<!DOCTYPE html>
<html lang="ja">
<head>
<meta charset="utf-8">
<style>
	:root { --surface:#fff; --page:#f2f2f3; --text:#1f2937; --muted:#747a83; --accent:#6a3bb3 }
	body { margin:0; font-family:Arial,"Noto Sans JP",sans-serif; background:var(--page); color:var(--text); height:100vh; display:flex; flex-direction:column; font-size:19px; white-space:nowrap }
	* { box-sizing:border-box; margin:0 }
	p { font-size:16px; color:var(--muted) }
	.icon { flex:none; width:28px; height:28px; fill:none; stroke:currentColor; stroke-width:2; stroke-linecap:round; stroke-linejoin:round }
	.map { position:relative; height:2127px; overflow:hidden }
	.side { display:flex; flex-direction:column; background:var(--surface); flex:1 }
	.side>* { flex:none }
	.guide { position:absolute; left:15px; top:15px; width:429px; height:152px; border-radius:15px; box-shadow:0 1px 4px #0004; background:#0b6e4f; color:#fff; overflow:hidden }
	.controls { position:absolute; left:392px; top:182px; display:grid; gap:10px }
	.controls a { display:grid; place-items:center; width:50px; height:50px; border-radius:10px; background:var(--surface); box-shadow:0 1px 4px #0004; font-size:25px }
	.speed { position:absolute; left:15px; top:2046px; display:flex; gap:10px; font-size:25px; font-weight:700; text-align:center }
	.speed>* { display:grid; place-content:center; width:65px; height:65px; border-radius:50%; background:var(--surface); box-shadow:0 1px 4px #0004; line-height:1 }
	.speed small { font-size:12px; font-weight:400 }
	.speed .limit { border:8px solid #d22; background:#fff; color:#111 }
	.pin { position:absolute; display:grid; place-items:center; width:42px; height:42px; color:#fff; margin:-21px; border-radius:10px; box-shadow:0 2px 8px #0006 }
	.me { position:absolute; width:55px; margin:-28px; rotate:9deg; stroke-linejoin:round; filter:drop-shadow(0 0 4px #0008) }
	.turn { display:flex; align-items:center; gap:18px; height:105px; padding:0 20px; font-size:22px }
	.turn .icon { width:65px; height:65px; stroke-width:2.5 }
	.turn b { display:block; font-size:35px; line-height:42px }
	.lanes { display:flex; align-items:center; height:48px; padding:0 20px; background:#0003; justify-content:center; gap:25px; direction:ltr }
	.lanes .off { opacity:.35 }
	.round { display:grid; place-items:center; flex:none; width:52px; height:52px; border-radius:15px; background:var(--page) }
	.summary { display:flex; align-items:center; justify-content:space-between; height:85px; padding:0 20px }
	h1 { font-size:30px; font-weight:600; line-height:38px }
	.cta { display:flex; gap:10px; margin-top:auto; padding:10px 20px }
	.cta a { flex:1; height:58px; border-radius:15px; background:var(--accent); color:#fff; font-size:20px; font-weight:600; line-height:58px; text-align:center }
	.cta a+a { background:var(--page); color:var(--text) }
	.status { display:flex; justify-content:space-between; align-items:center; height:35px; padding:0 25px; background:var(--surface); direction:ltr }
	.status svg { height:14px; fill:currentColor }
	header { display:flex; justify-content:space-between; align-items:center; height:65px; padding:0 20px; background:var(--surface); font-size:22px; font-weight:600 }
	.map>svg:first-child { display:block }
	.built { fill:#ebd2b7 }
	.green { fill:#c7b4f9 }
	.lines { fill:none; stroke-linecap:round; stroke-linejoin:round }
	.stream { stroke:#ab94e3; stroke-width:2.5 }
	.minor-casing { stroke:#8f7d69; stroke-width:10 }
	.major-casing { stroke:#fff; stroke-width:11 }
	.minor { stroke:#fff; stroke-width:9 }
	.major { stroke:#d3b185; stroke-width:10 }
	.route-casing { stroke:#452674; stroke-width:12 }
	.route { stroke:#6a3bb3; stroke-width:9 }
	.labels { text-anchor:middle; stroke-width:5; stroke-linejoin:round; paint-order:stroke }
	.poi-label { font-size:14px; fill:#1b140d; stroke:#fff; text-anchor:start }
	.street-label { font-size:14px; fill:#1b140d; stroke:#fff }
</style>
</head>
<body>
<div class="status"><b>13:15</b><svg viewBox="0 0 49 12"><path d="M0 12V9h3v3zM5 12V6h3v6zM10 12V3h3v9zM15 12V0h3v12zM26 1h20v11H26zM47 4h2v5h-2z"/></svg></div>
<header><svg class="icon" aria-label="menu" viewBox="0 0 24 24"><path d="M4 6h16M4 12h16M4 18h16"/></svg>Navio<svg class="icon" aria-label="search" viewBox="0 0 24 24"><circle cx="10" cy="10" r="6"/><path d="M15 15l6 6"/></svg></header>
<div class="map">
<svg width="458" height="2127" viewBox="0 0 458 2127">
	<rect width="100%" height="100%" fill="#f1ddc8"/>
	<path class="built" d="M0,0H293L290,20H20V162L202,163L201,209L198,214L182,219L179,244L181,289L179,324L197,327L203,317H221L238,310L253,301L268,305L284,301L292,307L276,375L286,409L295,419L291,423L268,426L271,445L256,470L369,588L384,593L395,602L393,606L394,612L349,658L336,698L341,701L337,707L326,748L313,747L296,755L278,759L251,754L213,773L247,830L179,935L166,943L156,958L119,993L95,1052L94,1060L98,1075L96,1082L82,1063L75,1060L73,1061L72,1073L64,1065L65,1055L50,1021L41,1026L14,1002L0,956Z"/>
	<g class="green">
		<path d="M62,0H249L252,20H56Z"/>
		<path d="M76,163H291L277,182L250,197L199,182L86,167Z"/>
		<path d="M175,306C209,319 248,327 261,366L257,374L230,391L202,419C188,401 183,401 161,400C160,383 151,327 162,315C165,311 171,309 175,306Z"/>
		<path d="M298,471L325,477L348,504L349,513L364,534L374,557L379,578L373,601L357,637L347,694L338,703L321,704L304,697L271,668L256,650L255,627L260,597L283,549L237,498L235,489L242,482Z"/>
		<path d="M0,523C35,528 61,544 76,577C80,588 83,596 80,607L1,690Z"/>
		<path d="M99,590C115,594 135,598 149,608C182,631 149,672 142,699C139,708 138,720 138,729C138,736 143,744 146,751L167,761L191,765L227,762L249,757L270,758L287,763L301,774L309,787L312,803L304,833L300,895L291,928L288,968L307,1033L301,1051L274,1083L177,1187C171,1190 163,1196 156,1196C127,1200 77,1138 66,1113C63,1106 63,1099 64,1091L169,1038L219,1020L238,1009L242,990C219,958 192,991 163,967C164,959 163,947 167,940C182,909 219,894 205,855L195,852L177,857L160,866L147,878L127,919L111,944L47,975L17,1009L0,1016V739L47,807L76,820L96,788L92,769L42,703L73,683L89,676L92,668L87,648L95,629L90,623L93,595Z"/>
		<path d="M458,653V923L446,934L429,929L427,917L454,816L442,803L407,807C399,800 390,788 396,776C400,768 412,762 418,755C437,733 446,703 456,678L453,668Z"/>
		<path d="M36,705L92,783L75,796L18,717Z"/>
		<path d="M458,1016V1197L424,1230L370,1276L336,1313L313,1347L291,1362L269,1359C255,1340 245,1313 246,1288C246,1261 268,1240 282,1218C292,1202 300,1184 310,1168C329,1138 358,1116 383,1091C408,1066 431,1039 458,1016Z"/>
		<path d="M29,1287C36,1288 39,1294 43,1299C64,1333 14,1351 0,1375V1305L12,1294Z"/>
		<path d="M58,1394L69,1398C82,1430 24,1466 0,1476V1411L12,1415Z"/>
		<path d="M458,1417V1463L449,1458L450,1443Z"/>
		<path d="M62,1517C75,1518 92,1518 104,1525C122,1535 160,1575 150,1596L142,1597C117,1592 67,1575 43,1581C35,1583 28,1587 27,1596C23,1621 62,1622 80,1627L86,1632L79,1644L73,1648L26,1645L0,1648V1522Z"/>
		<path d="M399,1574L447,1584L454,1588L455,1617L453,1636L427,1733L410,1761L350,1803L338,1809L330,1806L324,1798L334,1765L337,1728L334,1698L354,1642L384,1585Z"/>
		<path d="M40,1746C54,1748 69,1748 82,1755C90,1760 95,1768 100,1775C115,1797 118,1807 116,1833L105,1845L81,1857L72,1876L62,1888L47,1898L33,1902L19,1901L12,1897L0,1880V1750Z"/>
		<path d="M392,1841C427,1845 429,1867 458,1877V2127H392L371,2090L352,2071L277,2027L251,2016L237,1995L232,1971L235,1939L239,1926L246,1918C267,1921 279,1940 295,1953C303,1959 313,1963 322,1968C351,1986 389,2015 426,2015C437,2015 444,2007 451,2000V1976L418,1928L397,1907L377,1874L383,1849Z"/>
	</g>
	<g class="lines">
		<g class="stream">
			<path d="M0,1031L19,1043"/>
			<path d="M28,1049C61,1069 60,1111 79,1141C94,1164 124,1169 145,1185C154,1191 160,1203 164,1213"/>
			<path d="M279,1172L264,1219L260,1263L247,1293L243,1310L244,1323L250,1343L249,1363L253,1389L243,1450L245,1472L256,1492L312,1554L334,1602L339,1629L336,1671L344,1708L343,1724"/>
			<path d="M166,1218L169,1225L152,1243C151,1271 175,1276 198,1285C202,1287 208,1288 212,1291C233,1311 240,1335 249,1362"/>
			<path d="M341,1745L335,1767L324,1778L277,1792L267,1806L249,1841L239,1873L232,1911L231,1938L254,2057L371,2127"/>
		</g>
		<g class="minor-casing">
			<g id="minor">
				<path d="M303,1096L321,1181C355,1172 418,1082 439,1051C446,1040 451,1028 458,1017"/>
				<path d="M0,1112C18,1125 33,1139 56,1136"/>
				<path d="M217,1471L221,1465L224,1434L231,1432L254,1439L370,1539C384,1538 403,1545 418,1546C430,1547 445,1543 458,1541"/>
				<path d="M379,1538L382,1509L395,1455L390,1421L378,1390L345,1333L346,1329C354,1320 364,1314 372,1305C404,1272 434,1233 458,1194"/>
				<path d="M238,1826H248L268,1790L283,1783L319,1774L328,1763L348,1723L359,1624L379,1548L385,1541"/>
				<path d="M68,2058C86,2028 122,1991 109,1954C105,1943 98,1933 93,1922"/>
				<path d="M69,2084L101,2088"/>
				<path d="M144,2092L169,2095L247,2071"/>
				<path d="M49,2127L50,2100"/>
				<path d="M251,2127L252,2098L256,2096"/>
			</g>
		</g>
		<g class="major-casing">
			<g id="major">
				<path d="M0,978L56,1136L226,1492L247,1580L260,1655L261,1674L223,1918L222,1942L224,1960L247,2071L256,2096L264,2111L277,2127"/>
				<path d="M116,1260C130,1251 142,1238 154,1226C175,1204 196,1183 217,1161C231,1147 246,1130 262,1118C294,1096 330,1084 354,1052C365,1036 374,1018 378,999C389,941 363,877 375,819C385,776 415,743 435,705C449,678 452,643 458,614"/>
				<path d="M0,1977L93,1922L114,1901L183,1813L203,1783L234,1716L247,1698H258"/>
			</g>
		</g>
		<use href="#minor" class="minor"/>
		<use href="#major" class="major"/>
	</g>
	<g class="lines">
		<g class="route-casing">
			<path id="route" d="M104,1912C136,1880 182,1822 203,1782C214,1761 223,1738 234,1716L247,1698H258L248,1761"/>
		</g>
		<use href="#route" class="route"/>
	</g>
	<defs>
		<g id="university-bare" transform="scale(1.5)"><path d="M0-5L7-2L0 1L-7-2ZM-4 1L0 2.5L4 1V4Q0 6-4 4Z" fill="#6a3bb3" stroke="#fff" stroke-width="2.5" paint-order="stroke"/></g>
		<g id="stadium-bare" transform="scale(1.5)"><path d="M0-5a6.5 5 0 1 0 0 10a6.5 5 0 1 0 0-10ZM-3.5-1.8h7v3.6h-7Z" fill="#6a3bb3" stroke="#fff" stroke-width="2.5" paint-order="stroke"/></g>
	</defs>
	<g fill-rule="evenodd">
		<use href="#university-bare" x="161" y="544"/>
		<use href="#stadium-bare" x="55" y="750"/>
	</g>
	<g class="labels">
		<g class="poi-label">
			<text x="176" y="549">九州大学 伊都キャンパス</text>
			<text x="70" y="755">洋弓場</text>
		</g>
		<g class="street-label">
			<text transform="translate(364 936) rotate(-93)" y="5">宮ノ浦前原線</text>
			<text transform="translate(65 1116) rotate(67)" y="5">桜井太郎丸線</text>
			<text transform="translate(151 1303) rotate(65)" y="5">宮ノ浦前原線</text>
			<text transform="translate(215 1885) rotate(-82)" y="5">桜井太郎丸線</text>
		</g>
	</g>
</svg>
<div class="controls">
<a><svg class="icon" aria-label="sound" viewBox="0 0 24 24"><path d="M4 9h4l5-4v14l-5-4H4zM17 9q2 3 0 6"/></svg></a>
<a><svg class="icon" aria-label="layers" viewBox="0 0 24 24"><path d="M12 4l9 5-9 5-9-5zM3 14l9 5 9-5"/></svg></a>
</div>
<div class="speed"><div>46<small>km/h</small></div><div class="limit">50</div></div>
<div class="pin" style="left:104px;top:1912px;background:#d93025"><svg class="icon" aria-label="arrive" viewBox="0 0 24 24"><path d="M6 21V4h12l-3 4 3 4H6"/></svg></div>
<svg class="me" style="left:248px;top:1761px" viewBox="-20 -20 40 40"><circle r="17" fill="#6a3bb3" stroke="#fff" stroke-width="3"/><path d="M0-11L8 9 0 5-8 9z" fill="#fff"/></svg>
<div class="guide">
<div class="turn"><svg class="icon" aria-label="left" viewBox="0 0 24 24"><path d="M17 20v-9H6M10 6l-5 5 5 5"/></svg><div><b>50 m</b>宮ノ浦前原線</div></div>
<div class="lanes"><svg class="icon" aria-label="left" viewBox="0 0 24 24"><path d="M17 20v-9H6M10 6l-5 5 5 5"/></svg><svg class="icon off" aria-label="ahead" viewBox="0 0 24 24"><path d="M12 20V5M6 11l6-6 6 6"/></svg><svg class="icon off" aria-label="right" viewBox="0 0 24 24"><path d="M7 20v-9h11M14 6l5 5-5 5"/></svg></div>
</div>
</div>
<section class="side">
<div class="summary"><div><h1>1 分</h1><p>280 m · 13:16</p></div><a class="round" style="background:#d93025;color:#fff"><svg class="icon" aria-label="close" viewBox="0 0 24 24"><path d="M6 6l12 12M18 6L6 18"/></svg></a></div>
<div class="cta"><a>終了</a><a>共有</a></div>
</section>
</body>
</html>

Task to carry out ::
Identify each line in the entries with the word "linecap" and copy it.

Written answer ::
	.icon { flex:none; width:28px; height:28px; fill:none; stroke:currentColor; stroke-width:2; stroke-linecap:round; stroke-linejoin:round }
	.lines { fill:none; stroke-linecap:round; stroke-linejoin:round }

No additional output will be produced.